**YOUR ASSIGNMENT**
Only the lines from the one with "stroke(quiet, '#8d6e63', 6, [12, 6]);" to the end of the records are wanted, each repeated exactly, both ends included.

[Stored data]
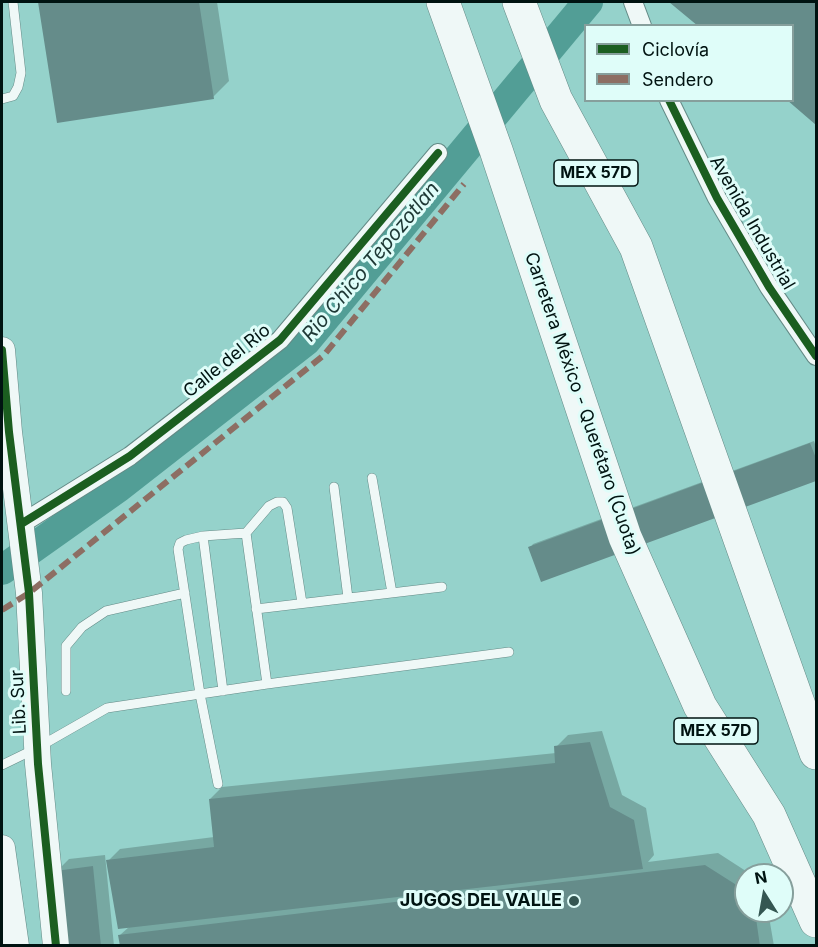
<!DOCTYPE html>
<html>
<head>
<meta charset="utf-8">
<style>
  body { margin:0 }
  #map { position:relative; width:818px; height:947px; overflow:hidden; background:#95d2cb; font-family:Inter,sans-serif }
  canvas { display:block }
  .frame { position:absolute; inset:0; border:3px solid #001311; pointer-events:none }
  .legend { position:absolute; left:584px; top:24px; width:210px; height:78px; box-sizing:border-box; background:#dffdf9; border:2px solid #869f9c; margin:0; padding:8px 10px; list-style:none; font-size:18px; color:#001311 }
  .legend li { display:flex; align-items:center; gap:12px; height:30px }
  .legend b { width:30px; border:2px solid #869f9c }
  .north { position:absolute; left:734px; top:863px; width:60px; height:60px; box-sizing:border-box; background:#dffdf9; border:2px solid #869f9c; border-radius:50%; rotate:349deg; font-size:16px; font-weight:700; line-height:24px; text-align:center; color:#001311 }
  .north::after { content:''; display:block; margin:auto; width:21px; height:27px; background:#345652; clip-path:polygon(50% 0,100% 100%,50% 72%,0 100%) }
</style>
</head>
<body>
<div id="map">
<canvas width="818" height="947"></canvas>
<div class="frame"></div>
<ul class="legend">
<li><b style="height:8px;background:#1b5e20"></b>Ciclovía</li>
<li><b style="height:8px;background:#8d6e63"></b>Sendero</li>
</ul>
<div class="north">N</div>
</div>
<script>
const g = document.querySelector('canvas').getContext('2d');
g.lineJoin = 'round';
function paint(path, color) {
  g.fillStyle = color;
  g.fill(path, 'evenodd');
}
function toPath(rows) {
  const path = new Path2D();
  for (const r of rows) {
    path.moveTo(r[0], r[1]);
    for (let i = 2; i < r.length; i += 2) path.lineTo(r[i], r[i + 1]);
  }
  return path;
}
function stroke(path, color, width, dash) {
  g.strokeStyle = color;
  g.lineWidth = width;
  g.lineCap = dash ? 'butt' : 'round';
  g.setLineDash(dash || []);
  g.stroke(path);
}
function write(font, color, halo, rows, align = 'center') {
  g.font = font + ' Inter,sans-serif';
  g.lineWidth = 6;
  g.setLineDash([]);
  g.textBaseline = 'middle';
  g.strokeStyle = halo;
  g.fillStyle = color;
  for (const [text, x, y, turn = 0] of rows) {
    g.save();
    g.translate(x, y);
    g.rotate((+turn || 0) * Math.PI / 180);
    g.textAlign = isNaN(turn) ? turn : align;
    if (halo) g.strokeText(text, 0, 0);
    g.fillText(text, 0, 0);
    g.restore();
  }
}
const shadow = toPath([
  [40,2,217,2,229,81,213,97,58,122],
  [672,2,816,2,816,123,789,100,792,100,792,26,700,26],
  [814,441,816,447,816,479,541,580,530,548,533,544],
  [602,731,622,795,646,808,654,855,648,862,718,853,752,875,746,875,746,911,768,911,774,946,121,946,120,935,129,927,108,861,120,849,214,837,210,799,222,787,556,753,556,747,568,735],
  [105,855,114,946,63,946,56,872,69,859]
]);
const river = toPath([
  [2,570,119,487,306,341,588,2]
]);
const building = toPath([
  [38,2,199,2,214,99,57,123],
  [669,2,816,2,816,125,787,100,792,100,792,26,698,26],
  [810,443,816,458,816,481,541,582,528,547],
  [590,742,610,807,634,820,643,869,118,929,106,860,214,847,209,799,555,763,554,746],
  [705,865,746,891,746,911,755,911,760,946,120,946,118,935],
  [93,866,101,946,62,946,55,871]
]);
const lane = toPath([
  [2,99,13,96,18,87,21,73,13,2],
  [372,478,392,593],
  [334,487,348,598],
  [246,533,267,684],
  [203,536,223,691],
  [256,609,442,587],
  [66,691,66,646,82,627,106,611,185,593],
  [2,765,37,748,107,708,267,684,509,652],
  [218,784,200,694,178,549,180,543,186,540,203,536,246,533,269,506,277,502,283,502,287,508,302,603]
]);
const street = toPath([
  [633,2,642,26],
  [669,100,717,198,769,287,816,356],
  [21,524,130,456,280,340,438,153]
]);
const secondary = toPath([
  [2,350,9,432,29,593,38,764,56,946],
  [2,848,16,946]
]);
const highway = toPath([
  [443,2,496,150,625,537,700,706,769,815,816,921],
  [519,2,556,100,636,247,816,753]
]);
const quiet = toPath([
  [2,610,29,593,324,355,464,184]
]);
const cycleway = toPath([
  [669,100,717,198,769,287,816,356],
  [2,350,9,432,29,593,38,764,56,946],
  [21,524,130,456,280,340,438,153]
]);
const markers = [
  [574,901,6,"#345652"]
];
const shields = [
  [596,173,84],
  [716,731,84]
];
const shieldNames = [
  ["MEX 57D",596,173],
  ["MEX 57D",716,731]
];
const streetNames = [
  ["Avenida Industrial",752,223,60],
  ["Calle del Río",227,361,-39],
  ["Carretera México - Querétaro (Cuota)",582,404,71],
  ["Lib. Sur",19,702,-93]
];
const poiNames = [
  ["JUGOS DEL VALLE",562,901]
];
const waterNames = [
  ["Rio Chico Tepozotlan",371,262,-50]
];
paint(shadow, '#0003');
stroke(river, '#529e96', 30);
paint(building, '#658c8a');
stroke(lane, '#648a86', 10);
stroke(street, '#648a86', 20);
stroke(secondary, '#648a86', 27);
stroke(highway, '#648a86', 34);
stroke(lane, '#eff8f7', 9);
stroke(street, '#eff8f7', 18);
stroke(secondary, '#eff8f7', 26);
stroke(highway, '#eff8f7', 33);
stroke(quiet, '#8d6e63', 6, [12, 6]);
stroke(cycleway, '#1b5e20', 8);
for (const [x, y, r, color] of markers) {
  const dot = new Path2D();
  dot.arc(x, y, r, 0, 2 * Math.PI);
  g.fillStyle = color;
  g.fill(dot);
  stroke(dot, '#dffdf9', 2);
}
for (const [x, y, w] of shields) {
  const box = new Path2D();
  box.roundRect(x - w / 2, y - 13, w, 26, 4.5);
  g.fillStyle = '#dffdf9';
  g.fill(box);
  stroke(box, '#001311', 1.5);
}
write('bold 16px', '#001311', null, shieldNames);
write('18px', '#001311', '#dffdf9', streetNames);
write('bold 18px', '#001311', '#dffdf9', poiNames, 'right');
write('italic 20px', '#1e3835', '#dffdf9', waterNames);
</script>
</body>
</html>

**OUTPUT**
stroke(quiet, '#8d6e63', 6, [12, 6]);
stroke(cycleway, '#1b5e20', 8);
for (const [x, y, r, color] of markers) {
  const dot = new Path2D();
  dot.arc(x, y, r, 0, 2 * Math.PI);
  g.fillStyle = color;
  g.fill(dot);
  stroke(dot, '#dffdf9', 2);
}
for (const [x, y, w] of shields) {
  const box = new Path2D();
  box.roundRect(x - w / 2, y - 13, w, 26, 4.5);
  g.fillStyle = '#dffdf9';
  g.fill(box);
  stroke(box, '#001311', 1.5);
}
write('bold 16px', '#001311', null, shieldNames);
write('18px', '#001311', '#dffdf9', streetNames);
write('bold 18px', '#001311', '#dffdf9', poiNames, 'right');
write('italic 20px', '#1e3835', '#dffdf9', waterNames);
</script>
</body>
</html>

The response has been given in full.